Loom is one of my favorite productivity tools. I use it to record short screen recordings that I talk over and send to my team. Usually these are instructions for how to set up or manage some process (a very common use case).

I can save these in Notion docs or some Google Sheet for reference later, but often they get lost once they’re initially sent and watched.

Loom is trying to address this by adding titles to each video automatically with AI and making them searchable on their site, but that’s a new behavior everyone needs to buy into, and so there’s a lot of very valuable info gets lost.

But what if you could turn those into written docs automatically, in a tool you’re already using (Notion, Google Docs, etc)? It’d be a lot easier to manage.

Even though Loom works with big, attractive enterprise companies I’d focus the GTM initially on individual users and take a land and expand approach. If the tool is helpful, it’ll spread within the company.

Content marketing should also be helpful here — the magic is in seeing this in action. Well-done videos have a chance to get some attention and build early momentum on social.

As Marc Andreessen says, enterprise sales are like Moby Dick for small startups. You can’t rely on them to show up (or in this case close) and the sales cycles are so long that they’ll consume all of your time and attention.

Loom was recently acquired by Atlassian, so I imagine their internal product roadmap will be increasingly focused on integrations with other Atlassian tools like Jira — that leaves space for a new entrant to build something like this that works with every other tool.

🧠 Framework: The Canada Rule

It’s possible to drown in opportunity. When you’re building a startup you think anything is possible, and it’s easy to fall victim to shiny object syndrome by chasing too many opportunities at once.

Paul Graham says startups should focus on serving a very specific customer by building a small, but intense fire:

A common example of this is geographic expansion. If you’re successful in one country, or region, why not expand to another before some local competitor springs up and captures the market?

We faced this issue when I was helping build Uber Eats. We were only in a few markets when I joined, and were aggressively expanding across the US.

Why didn’t we expand faster to LATAM, APAC, or EMEA? Local competitors like Deliveroo, Rappi, and Grab (among others) were able to gain a foothold.

The answer is because of what happened with Uber’s ridesharing business: it eventually exited China and Russia due to having to fight too many battles at once.

Turns out learning the unique aspects of new markets is hard and the added complexity and competition are expensive.

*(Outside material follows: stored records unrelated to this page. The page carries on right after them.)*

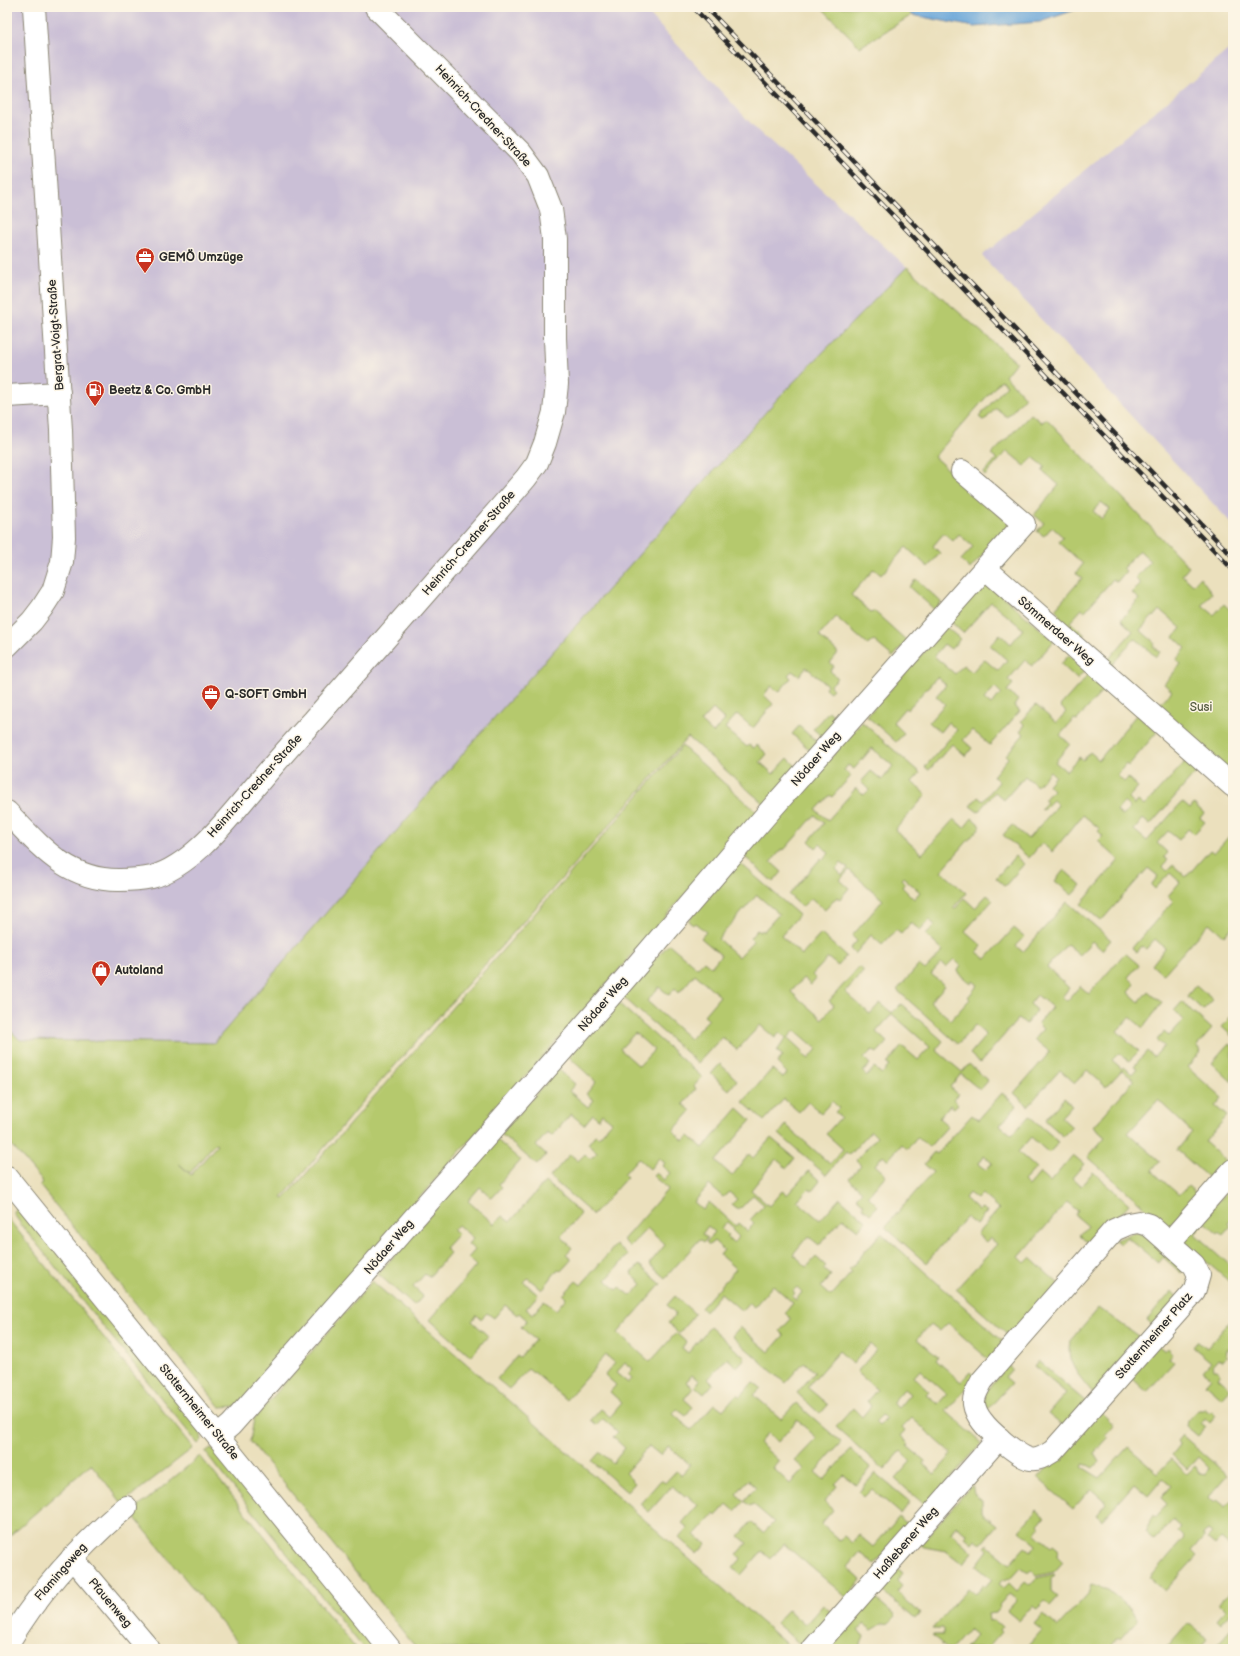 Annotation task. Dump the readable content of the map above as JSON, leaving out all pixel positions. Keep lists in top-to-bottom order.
{
  "streets": {
    "street": [
      "Heinrich-Credner-Straße",
      "Bergrat-Voigt-Straße",
      "Sömmerdaer Weg",
      "Nödaer Weg",
      "Stotternheimer Platz",
      "Stotternheimer Straße",
      "Haßlebener Weg",
      "Flamingoweg",
      "Pfauenweg"
    ]
  },
  "crossings": [
    ["Sömmerdaer Weg", "Nödaer Weg"],
    ["Nödaer Weg", "Stotternheimer Straße"],
    ["Stotternheimer Platz", "Haßlebener Weg"],
    ["Flamingoweg", "Pfauenweg"]
  ],
  "parks": ["Susi"],
  "places": {
    "office": ["GEMÖ Umzüge", "Q-SOFT GmbH"],
    "fuel station": ["Beetz & Co. GmbH"],
    "shop": ["Autoland"]
  }
}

Netflix’s co-founder Marc Randolph calls this The Canada Rule:

🛠 Tool: Folk

Founders juggle many different contacts during a day, whether it’s having a call with a investor, sending emails to a future hire, managing a sales pipeline and so on. Chances are you're leaving a lot of money on the table.

Folk is an all-in-one CRM that centralizes all of your relationships and lets you create custom workflows from a recruiting pipeline to managing your deals and more. 1,500 startups are using and loving Folk already, and now Houck's Newsletter readers get a 10% discount on the annual plan with the code FOLKXHOUCK.*

📈 Trend: Sleep

Good sleep is popular, and increasingly so. Maybe you know someone who took Matthew Walker’s Masterclass on sleep from a few years ago, or bought an Eight Sleep mattress and talks about it all the time.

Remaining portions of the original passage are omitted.